Error Medic

Cassandra 'Connection Refused' on Port 9042: Complete Troubleshooting Guide

Fix Cassandra connection refused errors on port 9042. Diagnose OOM kills, misconfigured listen_address, firewall blocks, slow queries, and data corruption with

Last updated:
Last verified:
1,846 words
Key Takeaways
  • Root cause #1: JVM heap exhaustion triggers a silent OS OOM kill — Cassandra writes no log entry. Check `dmesg | grep -i oom` and raise -Xmx in jvm.options to min(RAM/4, 8GB).
  • Root cause #2: Native transport misconfiguration — listen_address set to 0.0.0.0 (invalid) or start_native_transport: false prevents port 9042 from opening even when the process is running.
  • Root cause #3: Firewall rules blocking port 9042, or a full disk causing Cassandra to halt new connections to prevent data loss.
  • Root cause #4: Commitlog or SSTable corruption prevents node startup — identified by FSReadError or CorruptSSTableException in /var/log/cassandra/system.log.
  • Quick fix sequence: run `systemctl status cassandra`, `ss -tlnp | grep 9042`, `dmesg | grep oom`, then inspect system.log for ERROR or FATAL lines before attempting any restart.
Fix Approaches Compared
MethodWhen to UseTimeRisk
Restart Cassandra serviceService stopped, no corruption errors in log2-5 minLow
Increase JVM heap (-Xmx)OOM kills in dmesg or GC pauses > 5s in system.log10 min + restartLow
Fix listen_address / rpc_addressProcess running but port 9042 not listening5 min + restartLow
Open firewall for port 9042nc -zv from client fails, no ACCEPT rule in iptables2 minLow
Remove corrupted commitlogFSReadError on startup, node refuses to start15 minMedium — recent writes may be lost
nodetool scrub --skip-corruptedCorruptSSTableException during reads, node online30-120 minMedium — corrupt rows dropped
nodetool repair -prData inconsistency after node recoveryHoursHigh — heavy I/O, low-traffic window
Restore from snapshotSevere unrecoverable data corruptionHoursHigh — requires recent valid backup

Understanding Cassandra "Connection Refused" Errors

When a client receives Connection refused on port 9042, the TCP handshake itself is failing — Cassandra is not running, not bound to the expected address, or a firewall is dropping the SYN packet. This differs from authentication errors (TCP completes before rejecting) and read timeouts (connection succeeds but query is slow).

Common error messages:

com.datastax.driver.core.exceptions.NoHostAvailableException: All host(s) tried for query failed
  (tried: /10.0.0.1:9042 (TransportException: [/10.0.0.1:9042] Cannot connect))
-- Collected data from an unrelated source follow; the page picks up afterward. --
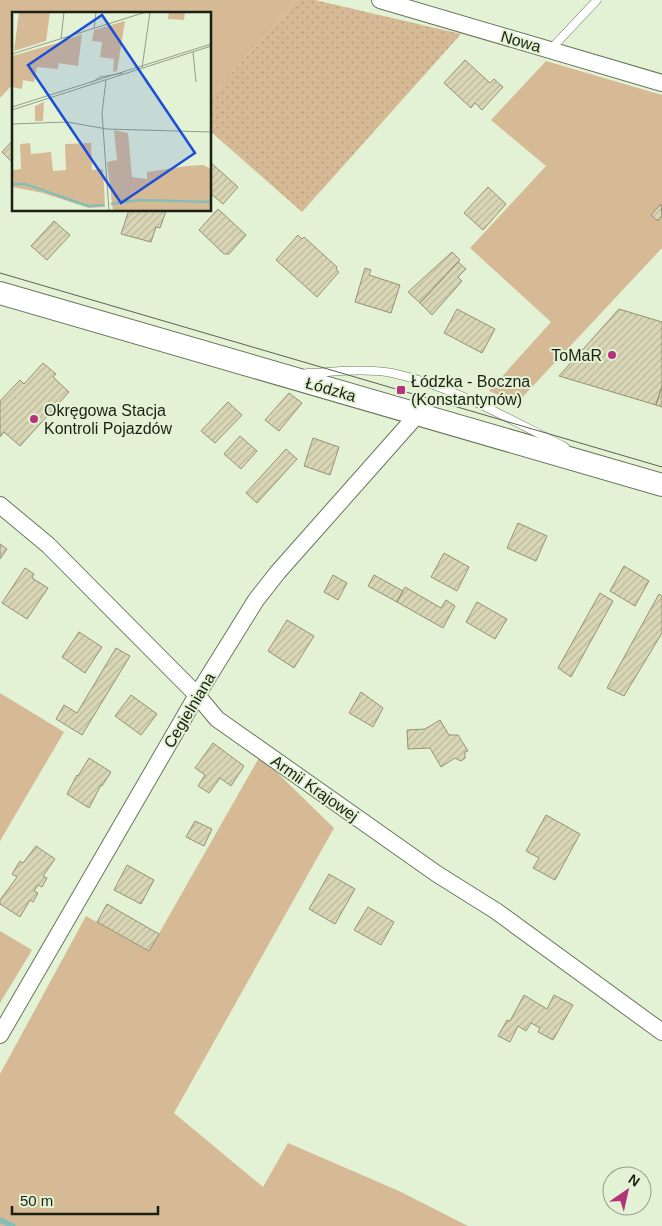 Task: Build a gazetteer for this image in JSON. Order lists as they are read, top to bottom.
{
  "streets": {
    "main road": ["Łódzka"],
    "street": ["Nowa", "Cegielniana", "Armii Krajowej"]
  },
  "crossings": [
    ["Łódzka", "Cegielniana"],
    ["Cegielniana", "Armii Krajowej"]
  ],
  "places": {
    "other": ["ToMaR", "Okręgowa Stacja Kontroli Pojazdów"],
    "transit": ["Łódzka - Boczna (Konstantynów)"]
  },
  "scale_bar": "50 m",
  "north": "top right"
} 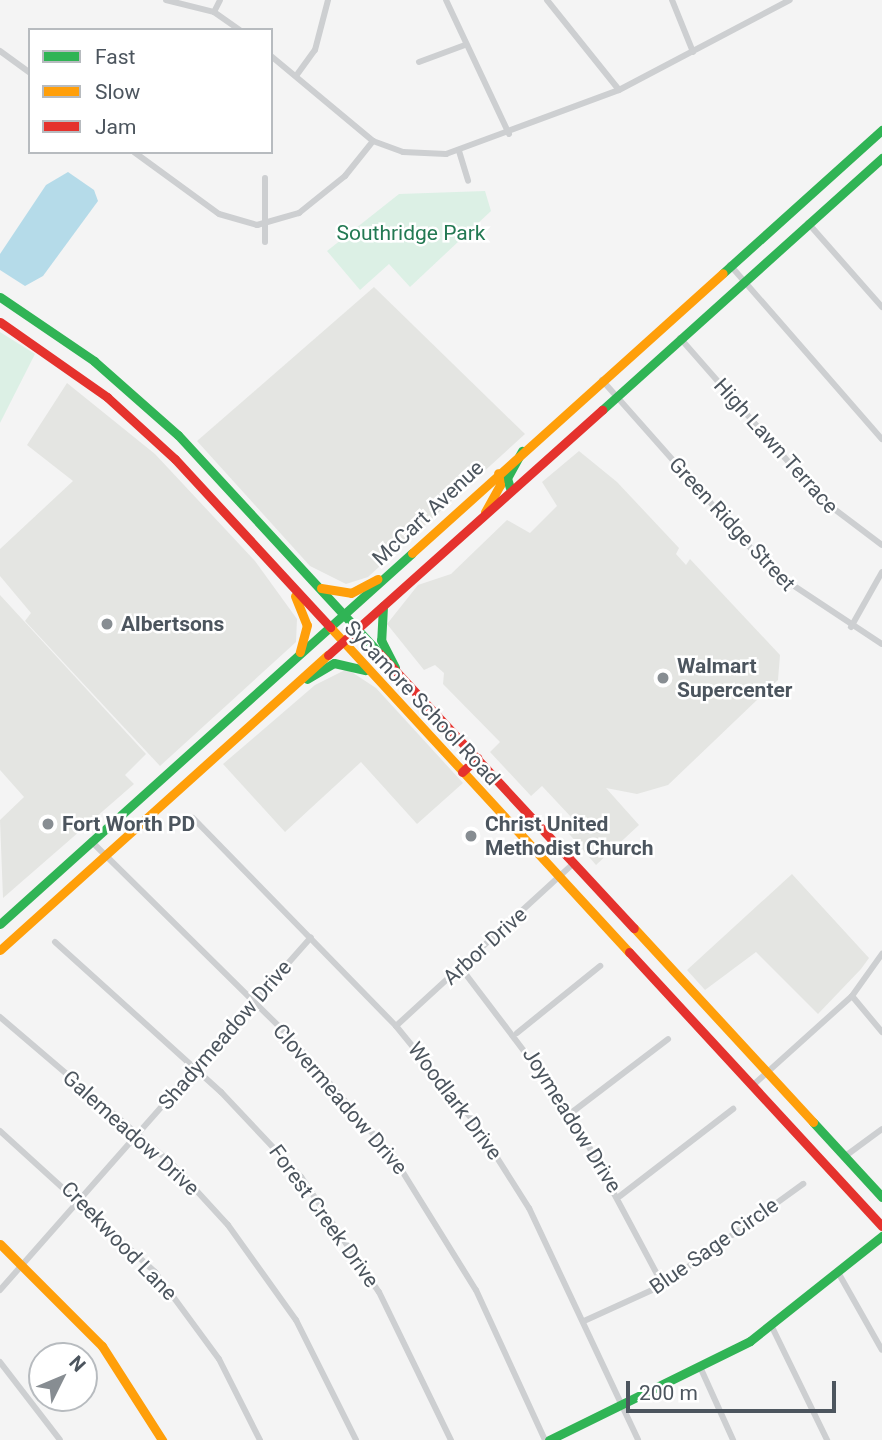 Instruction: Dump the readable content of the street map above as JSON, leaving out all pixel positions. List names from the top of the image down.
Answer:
{
  "streets": {
    "main road": ["McCart Avenue", "Sycamore School Road"],
    "street": [
      "High Lawn Terrace",
      "Green Ridge Street",
      "Arbor Drive",
      "Shadymeadow Drive",
      "Clovermeadow Drive",
      "Woodlark Drive",
      "Joymeadow Drive",
      "Galemeadow Drive",
      "Forest Creek Drive",
      "Creekwood Lane",
      "Blue Sage Circle"
    ]
  },
  "crossings": [
    ["High Lawn Terrace", "McCart Avenue"],
    ["McCart Avenue", "Green Ridge Street"],
    ["McCart Avenue", "Sycamore School Road"],
    ["McCart Avenue", "Clovermeadow Drive"],
    ["Sycamore School Road", "Arbor Drive"],
    ["Arbor Drive", "Woodlark Drive"],
    ["Arbor Drive", "Joymeadow Drive"],
    ["Shadymeadow Drive", "Clovermeadow Drive"],
    ["Shadymeadow Drive", "Woodlark Drive"],
    ["Shadymeadow Drive", "Galemeadow Drive"],
    ["Shadymeadow Drive", "Forest Creek Drive"],
    ["Shadymeadow Drive", "Creekwood Lane"],
    ["Woodlark Drive", "Blue Sage Circle"],
    ["Joymeadow Drive", "Blue Sage Circle"]
  ],
  "parks": ["Southridge Park"],
  "places": [
    "Albertsons",
    "Walmart Supercenter",
    "Fort Worth PD",
    "Christ United Methodist Church"
  ],
  "legend": ["Fast", "Slow", "Jam"],
  "scale_bar": "200 m",
  "north": "top right"
}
cassandra.cluster.NoHostAvailable: ('Unable to connect to any servers',
  {'10.0.0.1': ConnectionRefusedError(111, 'Connection refused')})

Step 1: Verify Cassandra Service State

# Check service state
systemctl status cassandra --no-pager -l

# Confirm JVM process exists
ps aux | grep CassandraDaemon | grep -v grep

# Verify port 9042 is bound
ss -tlnp | grep 9042

If ss -tlnp | grep 9042 returns nothing, Cassandra is not listening. Read the last startup attempt before restarting:

tail -100 /var/log/cassandra/system.log | grep -iE "error|exception|fatal|killed"
journalctl -u cassandra -n 50 --no-pager

Step 2: Diagnose Out-of-Memory (OOM) Kills

OOM kills are the most frequent silent cause of Cassandra failures. The Linux kernel terminates the JVM without writing to Cassandra's logs.

# Kernel OOM evidence
dmesg | grep -iE "oom|killed process" | grep -i java

# GC pressure warnings
grep -E "GCInspector.*[0-9]{4,}ms" /var/log/cassandra/system.log | tail -20

A GC pause warning preceding self-halt:

WARN  [GCInspector] GCInspector.java:286 - G1 Young Generation GC in 11432ms.
G1 Eden Space: 8388608 -> 0; G1 Old Gen: 7516192768 -> 7814037504;

Pauses over 10 seconds trigger Cassandra's self-halt. Fix in /etc/cassandra/jvm.options (Java 8) or /etc/cassandra/jvm11-server.options (Java 11+):

# Rule: min(total_RAM / 4, 8GB). Never exceed 31GB.
# For a 32GB RAM server:
-Xms8G
-Xmx8G

Set -Xms equal to -Xmx to prevent resize pauses. Verify OS file descriptor limits:

ulimit -n  # Minimum 100000 for production Cassandra

Step 3: Check Native Transport Configuration

If the process is running but port 9042 is not listening:

grep -E "^(listen_address|rpc_address|broadcast_rpc_address|native_transport_port|start_native_transport)" \
  /etc/cassandra/cassandra.yaml

Correct production settings:

listen_address: 10.0.0.1         # Specific IP — never 0.0.0.0
rpc_address: 0.0.0.0             # Accept client connections on all interfaces
broadcast_rpc_address: 10.0.0.1  # IP advertised to clients
native_transport_port: 9042
start_native_transport: true

Critical mistake: listen_address: 0.0.0.0 is invalid and causes startup failure. Always use a specific IP for listen_address and pair rpc_address: 0.0.0.0 with broadcast_rpc_address.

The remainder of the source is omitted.